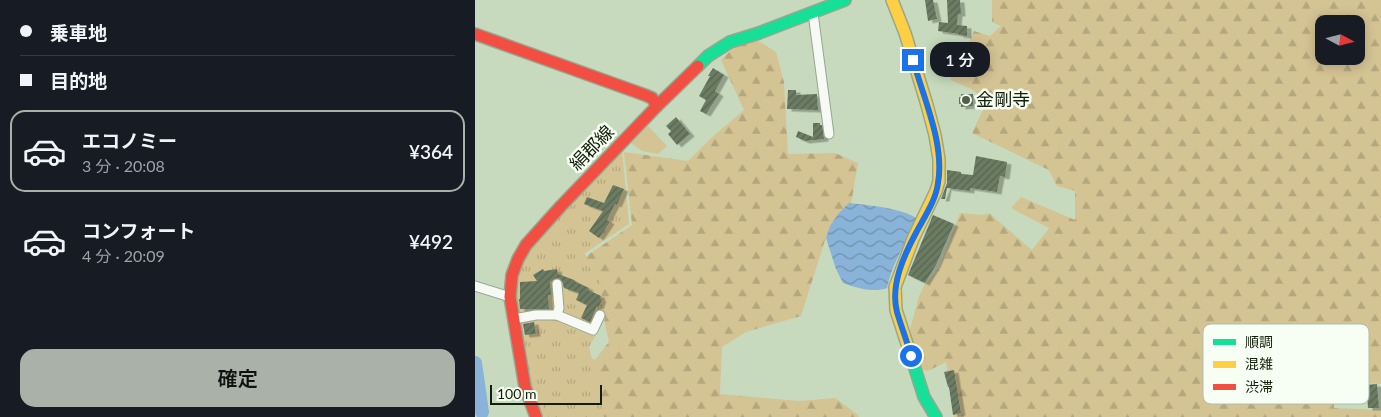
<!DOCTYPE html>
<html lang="ja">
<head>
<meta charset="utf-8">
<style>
  body { margin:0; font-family:Lato,"Noto Sans JP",sans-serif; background:#20242c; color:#f1f3f6; height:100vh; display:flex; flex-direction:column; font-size:19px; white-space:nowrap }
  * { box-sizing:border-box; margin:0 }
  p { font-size:16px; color:#9ea1a6 }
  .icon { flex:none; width:28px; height:28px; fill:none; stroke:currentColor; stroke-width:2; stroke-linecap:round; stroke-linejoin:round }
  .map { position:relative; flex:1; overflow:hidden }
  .sheet { display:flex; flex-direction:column; background:#171b24; width:475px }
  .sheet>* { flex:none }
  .guide { display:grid; align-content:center; height:110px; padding:0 20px; background:#171b24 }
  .needle { width:32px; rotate:97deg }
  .buttons { position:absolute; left:840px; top:15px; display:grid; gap:10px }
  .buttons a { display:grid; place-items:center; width:50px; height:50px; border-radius:10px; background:#171b24; box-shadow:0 2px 12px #0003; font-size:25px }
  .scale { position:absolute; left:15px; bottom:12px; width:112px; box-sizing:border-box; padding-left:5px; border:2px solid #121f0a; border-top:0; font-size:14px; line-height:18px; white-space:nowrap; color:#121f0a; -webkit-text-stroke:4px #f7fef3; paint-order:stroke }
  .end { position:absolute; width:22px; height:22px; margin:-11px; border:6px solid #1a73e8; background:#fff; box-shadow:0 0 0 2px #fff }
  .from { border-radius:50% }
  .bubble { position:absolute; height:35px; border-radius:15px; background:#171b24; box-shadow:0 2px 12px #0003; font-size:16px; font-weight:600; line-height:35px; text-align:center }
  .guide b { display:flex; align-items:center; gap:18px; height:48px; font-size:19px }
  .guide b+b { border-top:1px solid #363941 }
  .guide i { width:12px; height:12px; background:#f1f3f6 }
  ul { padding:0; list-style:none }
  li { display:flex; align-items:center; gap:15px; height:82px; margin:0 10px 8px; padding:0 10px; border:2px solid transparent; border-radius:15px }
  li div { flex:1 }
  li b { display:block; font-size:19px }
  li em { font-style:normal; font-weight:600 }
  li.on { border-color:#a9b1a8 }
  li>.icon { width:45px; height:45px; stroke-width:1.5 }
  .action { display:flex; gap:10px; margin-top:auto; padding:10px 20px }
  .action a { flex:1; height:58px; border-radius:15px; background:#a9b1a8; color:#111; font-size:20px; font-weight:600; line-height:58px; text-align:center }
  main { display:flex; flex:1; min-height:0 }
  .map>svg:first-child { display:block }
</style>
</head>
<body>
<main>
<section class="sheet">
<div class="guide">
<b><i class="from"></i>乗車地</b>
<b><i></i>目的地</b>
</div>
<ul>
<li class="on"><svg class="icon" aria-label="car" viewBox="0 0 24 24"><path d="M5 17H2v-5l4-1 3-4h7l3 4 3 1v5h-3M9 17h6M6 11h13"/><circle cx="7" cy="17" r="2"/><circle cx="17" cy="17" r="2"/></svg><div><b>エコノミー</b><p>3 分 · 20:08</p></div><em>¥364</em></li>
<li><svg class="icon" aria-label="car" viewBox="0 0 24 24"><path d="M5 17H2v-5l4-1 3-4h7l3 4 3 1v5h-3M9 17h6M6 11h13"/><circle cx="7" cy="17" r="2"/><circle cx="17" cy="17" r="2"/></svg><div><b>コンフォート</b><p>4 分 · 20:09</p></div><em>¥492</em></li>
</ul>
<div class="action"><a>確定</a></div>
</section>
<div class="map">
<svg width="906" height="417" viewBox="0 0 906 417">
  <defs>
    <pattern id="forest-firs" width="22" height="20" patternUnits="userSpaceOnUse" patternTransform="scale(1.25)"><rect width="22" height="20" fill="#d4c393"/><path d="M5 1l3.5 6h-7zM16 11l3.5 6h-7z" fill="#b5a77d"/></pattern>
    <pattern id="park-tufts" width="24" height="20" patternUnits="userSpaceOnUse" patternTransform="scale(1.25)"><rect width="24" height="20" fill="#d4c393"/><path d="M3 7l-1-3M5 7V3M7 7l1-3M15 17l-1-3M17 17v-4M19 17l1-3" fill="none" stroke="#b5a77d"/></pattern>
    <pattern id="water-waves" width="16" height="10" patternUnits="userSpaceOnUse" patternTransform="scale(1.25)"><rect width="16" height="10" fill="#89b3d8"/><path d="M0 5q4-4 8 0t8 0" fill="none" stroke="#6f91ad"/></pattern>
    <pattern id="building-hatch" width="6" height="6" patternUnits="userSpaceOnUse" patternTransform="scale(1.25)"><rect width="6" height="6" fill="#6c7b63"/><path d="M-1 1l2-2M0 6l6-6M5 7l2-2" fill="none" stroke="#576450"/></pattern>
    <filter id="shadow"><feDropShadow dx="4.5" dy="2.5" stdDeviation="0" flood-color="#0004"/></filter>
  </defs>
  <rect width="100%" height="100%" fill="#c7dabd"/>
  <polygon fill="#d4c393" points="173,126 192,146 183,154 167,151 156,143"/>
  <g fill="url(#forest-firs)" fill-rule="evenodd">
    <path d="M 517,0 L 906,0 L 906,384 L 858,381 L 859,408 L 906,410 L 906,417 L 479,417 L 471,362 L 453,371 L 442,368 L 434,333 L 444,296 L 449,286 L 464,268 L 485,213 L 508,215 L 514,213 L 557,250 L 574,228 L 536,208 L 546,197 L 600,220 L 600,191 L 582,186 L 574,170 L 497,133 L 512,102 L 498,90 L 476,80 L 476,51 L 479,47 L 486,58 L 499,31 L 515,36 L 526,26 L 517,22 ZM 849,24 L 881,24 L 881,56 L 849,56 Z"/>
    <polygon points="280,39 301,52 309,82 313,154 360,153 383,163 376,204 350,240 326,316 271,332 247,347 245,394 324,401 360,398 382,414 384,417 68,417 54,389 48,360 58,344 79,342 120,360 134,342 121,284 95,271 113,255 157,225 149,152 213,161 236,138 269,110 246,60 259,47"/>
  </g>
  <polygon fill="url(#park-tufts)" points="147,150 154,224 110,253 113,265 125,281 130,319 114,347 129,417 74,417 59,391 41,304 43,280 46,269 56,247 70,229"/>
  <path fill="url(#water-waves)" d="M 374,203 C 397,206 425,207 445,220 C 431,241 417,263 412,288 C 399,293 381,288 368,283 L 361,269 L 351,238 L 355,226 L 364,213 Z"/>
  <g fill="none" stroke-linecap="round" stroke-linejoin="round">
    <polyline stroke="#89b3d8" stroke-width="2.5" points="7,412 8,417"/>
    <polyline stroke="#89b3d8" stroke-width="14" points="0,363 7,412"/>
  </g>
  <g fill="url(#building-hatch)" filter="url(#shadow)">
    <polygon points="450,0 458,0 462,19 453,21"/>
    <polygon points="472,0 485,0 486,14 483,14 482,25 492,26 492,36 484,35 484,34 463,31 464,22 473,23"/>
    <polygon points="461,47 472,47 472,59 460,59"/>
    <polygon points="238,68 249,75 240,91 244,94 231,114 225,111 231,100 224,96 235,76 233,76"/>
    <polygon points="313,90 321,90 321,95 342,94 343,110 312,109"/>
    <polygon points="486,94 498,94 498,106 486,107 486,104 484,104 484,97 486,97"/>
    <polygon points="201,117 215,134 202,145 193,134 196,131 191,126"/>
    <polygon points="338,123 345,123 345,125 347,125 349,139 330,141 321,137 323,131 338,137"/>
    <polygon points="501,156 532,162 530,177 525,176 522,192 495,188 495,191 472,188 470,199 466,199 472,183 472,170 486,172 486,174 498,175"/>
    <polygon points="138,185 149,189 142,205 140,204 132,220 135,222 124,238 114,231 128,211 109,204 112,197 129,203"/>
    <polygon points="458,215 479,224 461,265 450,283 433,275"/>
    <polygon points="68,269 69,271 82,269 83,274 99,280 99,281 101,282 114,288 113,290 126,296 125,298 127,299 124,307 122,306 115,322 106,318 112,305 101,300 104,293 89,288 87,281 84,278 79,279 75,282 76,295 73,295 74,309 45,309 44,299 45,299 45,282 62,281 58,275"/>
    <polygon points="59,322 61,334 50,335 48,324"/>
    <polygon points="479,370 486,413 478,415 474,387 473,387 469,372"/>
    <polygon points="902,384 904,408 893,408 892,392 890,392 890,385"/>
  </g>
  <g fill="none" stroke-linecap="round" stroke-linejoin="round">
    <defs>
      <g id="street">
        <polyline points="338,13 354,134"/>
        <polyline points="0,286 35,297"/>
        <polyline points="82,315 118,330 125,315"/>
        <polyline points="39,319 61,315 82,315 84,308 82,284"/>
      </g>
      <g id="fast">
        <polyline points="223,66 233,56 255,42 284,33 370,0"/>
        <polyline points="435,353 449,397 461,417"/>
      </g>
      <polyline id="slow" points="417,0 430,33 452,105 460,135 464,159 464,181 461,191 438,239 420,287 421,310 435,353"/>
      <g id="jam">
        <polyline points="0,34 170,95 177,98 182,106"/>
        <polyline points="61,417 50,387 35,297 37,275 43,259 51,245 86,206 182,106 223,66"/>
      </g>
    </defs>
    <use href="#street" stroke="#97a68f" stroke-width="11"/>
    <use href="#fast" stroke="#97a68f" stroke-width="14"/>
    <use href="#slow" stroke="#97a68f" stroke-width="14"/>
    <use href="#jam" stroke="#97a68f" stroke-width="14"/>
    <use href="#street" stroke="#f7f9f5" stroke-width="9"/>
    <use href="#fast" stroke="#16e098" stroke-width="11"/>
    <use href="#slow" stroke="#ffcf43" stroke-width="11"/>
    <use href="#jam" stroke="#f24e42" stroke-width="11"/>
  </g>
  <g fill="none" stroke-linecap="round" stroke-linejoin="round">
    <path stroke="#1a73e8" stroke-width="6" d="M 436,356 C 432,341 426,326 422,312 C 415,285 429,255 442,231 C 450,216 461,200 463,183 C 470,144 448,97 438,60"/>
  </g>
  <circle fill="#516049" stroke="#f7fef3" stroke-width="2" cx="491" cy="100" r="5"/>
  <g text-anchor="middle" stroke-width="5" stroke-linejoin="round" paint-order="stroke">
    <g font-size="18" fill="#121f0a" stroke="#f7fef3" text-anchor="start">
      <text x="501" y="106">金剛寺</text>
    </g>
    <g font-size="18" fill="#121f0a" stroke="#f7fef3">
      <text transform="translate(117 148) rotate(-46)" y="6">絹郡線</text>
    </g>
  </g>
  <rect x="728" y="324" width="166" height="80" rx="8" fill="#f7fef3" stroke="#b2bbad" stroke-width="1"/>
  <rect x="738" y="339" width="23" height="6" fill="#16e098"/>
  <rect x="738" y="361" width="23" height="7" fill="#ffcf43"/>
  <rect x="738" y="384" width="23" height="6" fill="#f24e42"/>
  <g font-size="14" fill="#121f0a">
    <text x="770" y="347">順調</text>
    <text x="770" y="369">混雑</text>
    <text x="770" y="392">渋滞</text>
  </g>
</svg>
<div class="buttons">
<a><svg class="needle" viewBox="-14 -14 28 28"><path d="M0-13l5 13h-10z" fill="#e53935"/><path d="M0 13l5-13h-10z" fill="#9ea1a6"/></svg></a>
</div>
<div class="scale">100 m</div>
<i class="end from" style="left:436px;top:356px"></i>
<i class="end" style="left:438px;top:60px"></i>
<div class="bubble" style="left:455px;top:42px;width:60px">1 分</div>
</div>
</main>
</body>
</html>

------------------------------------------------

- EXERCISE DESCRIPTION
Please reproduce, exactly as they appear above, the lines from the line containing "flex:none; width:28px; height:28px;" up to and including the line containing "display:grid; place-items:center; width:50px;".

- RESULT OF THE EXERCISE
  .icon { flex:none; width:28px; height:28px; fill:none; stroke:currentColor; stroke-width:2; stroke-linecap:round; stroke-linejoin:round }
  .map { position:relative; flex:1; overflow:hidden }
  .sheet { display:flex; flex-direction:column; background:#171b24; width:475px }
  .sheet>* { flex:none }
  .guide { display:grid; align-content:center; height:110px; padding:0 20px; background:#171b24 }
  .needle { width:32px; rotate:97deg }
  .buttons { position:absolute; left:840px; top:15px; display:grid; gap:10px }
  .buttons a { display:grid; place-items:center; width:50px; height:50px; border-radius:10px; background:#171b24; box-shadow:0 2px 12px #0003; font-size:25px }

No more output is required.